Since only the written part is wanted, repeat the records exactly and omit the pictures.
START WORKING DATA
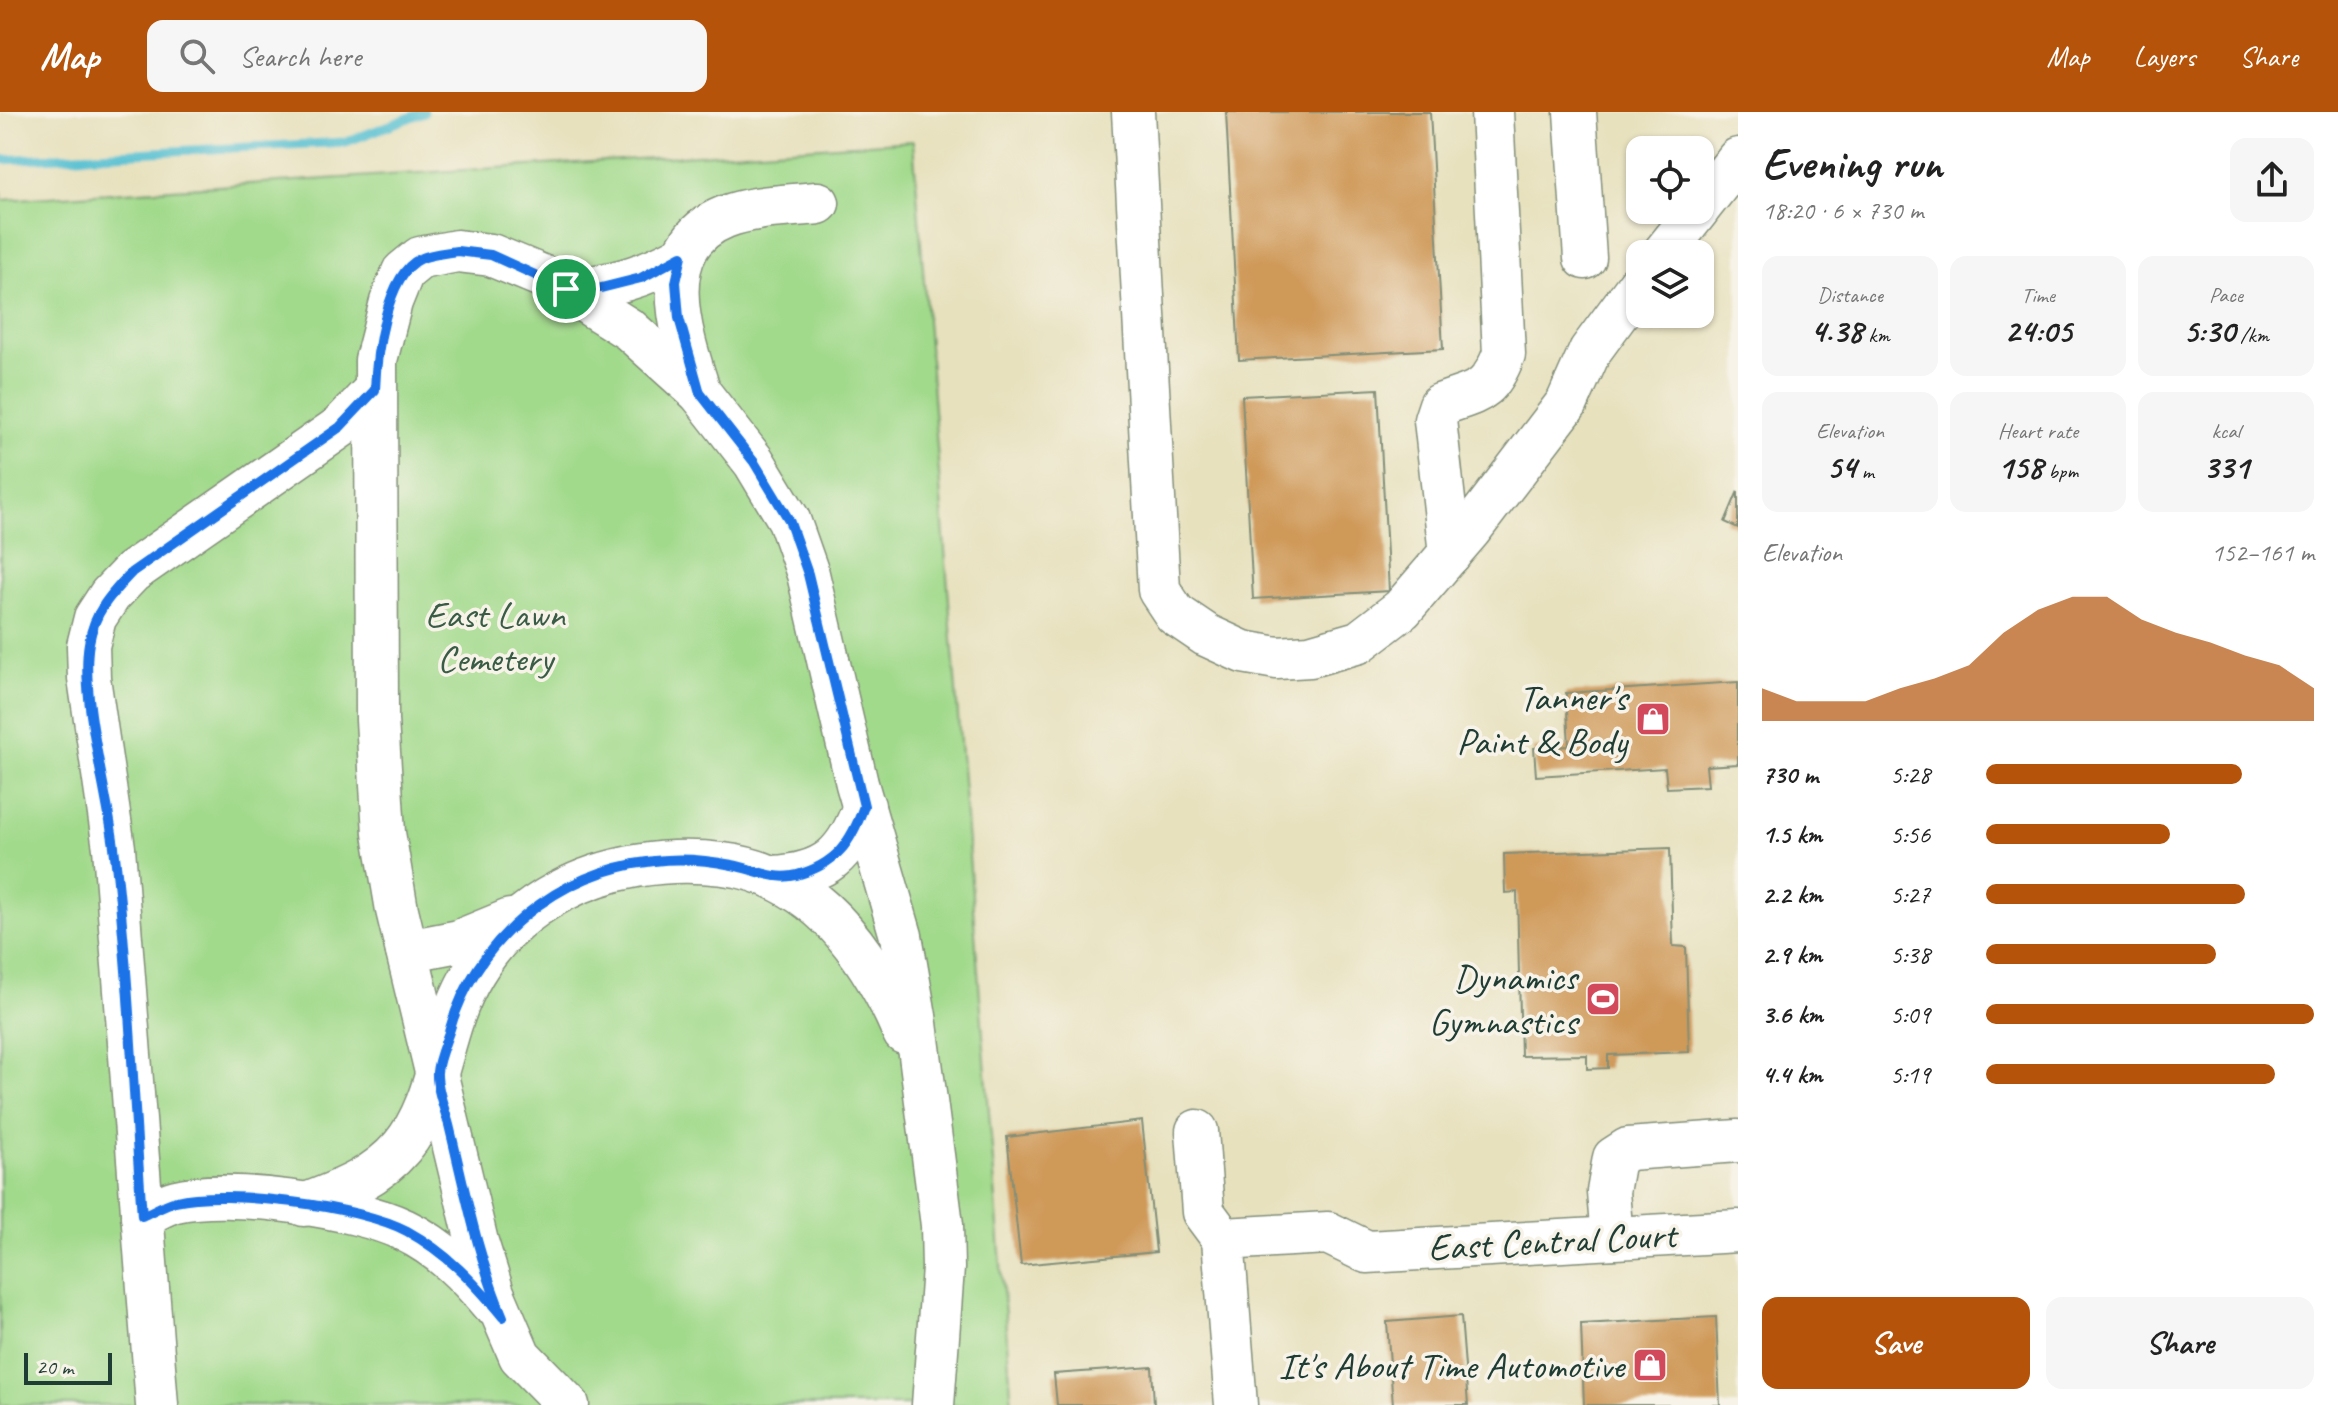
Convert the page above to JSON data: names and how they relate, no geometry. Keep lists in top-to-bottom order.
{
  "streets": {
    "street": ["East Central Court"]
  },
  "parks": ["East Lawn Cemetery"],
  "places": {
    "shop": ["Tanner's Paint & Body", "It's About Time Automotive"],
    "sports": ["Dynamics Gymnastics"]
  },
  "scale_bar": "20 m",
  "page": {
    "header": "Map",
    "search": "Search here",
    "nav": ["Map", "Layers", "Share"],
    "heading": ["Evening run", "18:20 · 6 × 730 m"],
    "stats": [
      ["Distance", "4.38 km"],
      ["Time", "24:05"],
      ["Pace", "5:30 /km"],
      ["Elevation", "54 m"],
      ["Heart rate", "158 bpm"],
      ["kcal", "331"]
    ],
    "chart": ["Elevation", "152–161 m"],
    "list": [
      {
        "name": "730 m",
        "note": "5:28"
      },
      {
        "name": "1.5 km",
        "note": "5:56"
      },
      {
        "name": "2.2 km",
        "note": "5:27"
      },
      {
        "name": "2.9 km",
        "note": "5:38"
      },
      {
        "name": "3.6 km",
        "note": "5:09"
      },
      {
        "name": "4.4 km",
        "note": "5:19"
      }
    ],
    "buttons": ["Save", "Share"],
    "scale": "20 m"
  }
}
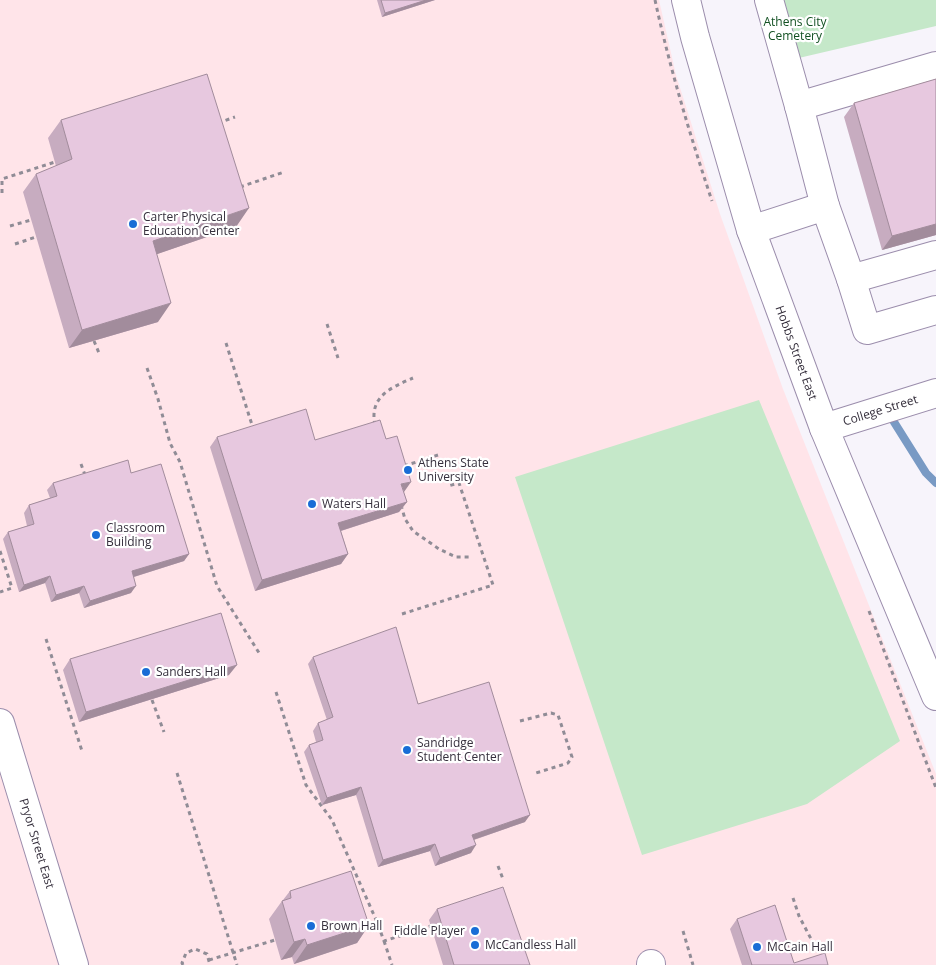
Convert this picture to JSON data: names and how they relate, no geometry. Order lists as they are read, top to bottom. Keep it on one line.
END WORKING DATA
REPLY TO THE EXERCISE>
Convert the page above to JSON data: names and how they relate, no geometry. Keep lists in top-to-bottom order.
{
  "streets": {
    "street": ["East Central Court"]
  },
  "parks": ["East Lawn Cemetery"],
  "places": {
    "shop": ["Tanner's Paint & Body", "It's About Time Automotive"],
    "sports": ["Dynamics Gymnastics"]
  },
  "scale_bar": "20 m",
  "page": {
    "header": "Map",
    "search": "Search here",
    "nav": ["Map", "Layers", "Share"],
    "heading": ["Evening run", "18:20 · 6 × 730 m"],
    "stats": [
      ["Distance", "4.38 km"],
      ["Time", "24:05"],
      ["Pace", "5:30 /km"],
      ["Elevation", "54 m"],
      ["Heart rate", "158 bpm"],
      ["kcal", "331"]
    ],
    "chart": ["Elevation", "152–161 m"],
    "list": [
      {
        "name": "730 m",
        "note": "5:28"
      },
      {
        "name": "1.5 km",
        "note": "5:56"
      },
      {
        "name": "2.2 km",
        "note": "5:27"
      },
      {
        "name": "2.9 km",
        "note": "5:38"
      },
      {
        "name": "3.6 km",
        "note": "5:09"
      },
      {
        "name": "4.4 km",
        "note": "5:19"
      }
    ],
    "buttons": ["Save", "Share"],
    "scale": "20 m"
  }
}
Convert this picture to JSON data: names and how they relate, no geometry. Order lists as they are read, top to bottom. Keep it on one line.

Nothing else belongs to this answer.